## YOUR TASK
The records below are to be retyped in full. Keep every word.

## WORKING DATA
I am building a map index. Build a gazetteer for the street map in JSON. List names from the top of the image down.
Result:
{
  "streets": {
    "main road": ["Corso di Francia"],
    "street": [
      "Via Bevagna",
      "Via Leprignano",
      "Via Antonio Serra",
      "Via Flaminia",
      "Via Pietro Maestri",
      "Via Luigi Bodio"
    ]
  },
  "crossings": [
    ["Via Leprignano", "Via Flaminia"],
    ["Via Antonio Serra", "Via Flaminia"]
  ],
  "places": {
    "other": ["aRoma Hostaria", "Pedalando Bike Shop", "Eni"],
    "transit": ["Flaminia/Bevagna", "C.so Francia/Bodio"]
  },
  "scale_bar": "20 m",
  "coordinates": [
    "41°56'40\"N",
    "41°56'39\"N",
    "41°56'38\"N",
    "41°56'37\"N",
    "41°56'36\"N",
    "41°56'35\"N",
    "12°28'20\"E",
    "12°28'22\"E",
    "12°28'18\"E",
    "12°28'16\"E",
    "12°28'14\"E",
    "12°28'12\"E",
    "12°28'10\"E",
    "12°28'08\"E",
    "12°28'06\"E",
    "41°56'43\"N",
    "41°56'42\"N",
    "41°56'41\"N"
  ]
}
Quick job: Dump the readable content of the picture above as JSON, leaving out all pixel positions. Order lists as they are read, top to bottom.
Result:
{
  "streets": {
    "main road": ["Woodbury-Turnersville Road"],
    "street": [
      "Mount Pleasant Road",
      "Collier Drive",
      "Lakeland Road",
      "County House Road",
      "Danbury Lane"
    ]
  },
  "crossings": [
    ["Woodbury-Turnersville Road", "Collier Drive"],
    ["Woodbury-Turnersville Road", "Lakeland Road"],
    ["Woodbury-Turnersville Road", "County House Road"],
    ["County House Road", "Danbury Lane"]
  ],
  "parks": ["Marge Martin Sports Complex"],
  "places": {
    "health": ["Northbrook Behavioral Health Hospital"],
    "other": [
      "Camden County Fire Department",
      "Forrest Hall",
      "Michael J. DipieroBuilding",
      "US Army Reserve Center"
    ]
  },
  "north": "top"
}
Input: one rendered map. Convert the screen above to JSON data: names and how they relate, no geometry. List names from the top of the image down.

## SOLUTION
I am building a map index. Build a gazetteer for the street map in JSON. List names from the top of the image down.
Result:
{
  "streets": {
    "main road": ["Corso di Francia"],
    "street": [
      "Via Bevagna",
      "Via Leprignano",
      "Via Antonio Serra",
      "Via Flaminia",
      "Via Pietro Maestri",
      "Via Luigi Bodio"
    ]
  },
  "crossings": [
    ["Via Leprignano", "Via Flaminia"],
    ["Via Antonio Serra", "Via Flaminia"]
  ],
  "places": {
    "other": ["aRoma Hostaria", "Pedalando Bike Shop", "Eni"],
    "transit": ["Flaminia/Bevagna", "C.so Francia/Bodio"]
  },
  "scale_bar": "20 m",
  "coordinates": [
    "41°56'40\"N",
    "41°56'39\"N",
    "41°56'38\"N",
    "41°56'37\"N",
    "41°56'36\"N",
    "41°56'35\"N",
    "12°28'20\"E",
    "12°28'22\"E",
    "12°28'18\"E",
    "12°28'16\"E",
    "12°28'14\"E",
    "12°28'12\"E",
    "12°28'10\"E",
    "12°28'08\"E",
    "12°28'06\"E",
    "41°56'43\"N",
    "41°56'42\"N",
    "41°56'41\"N"
  ]
}
Quick job: Dump the readable content of the picture above as JSON, leaving out all pixel positions. Order lists as they are read, top to bottom.
Result:
{
  "streets": {
    "main road": ["Woodbury-Turnersville Road"],
    "street": [
      "Mount Pleasant Road",
      "Collier Drive",
      "Lakeland Road",
      "County House Road",
      "Danbury Lane"
    ]
  },
  "crossings": [
    ["Woodbury-Turnersville Road", "Collier Drive"],
    ["Woodbury-Turnersville Road", "Lakeland Road"],
    ["Woodbury-Turnersville Road", "County House Road"],
    ["County House Road", "Danbury Lane"]
  ],
  "parks": ["Marge Martin Sports Complex"],
  "places": {
    "health": ["Northbrook Behavioral Health Hospital"],
    "other": [
      "Camden County Fire Department",
      "Forrest Hall",
      "Michael J. DipieroBuilding",
      "US Army Reserve Center"
    ]
  },
  "north": "top"
}
Input: one rendered map. Convert the screen above to JSON data: names and how they relate, no geometry. List names from the top of the image down.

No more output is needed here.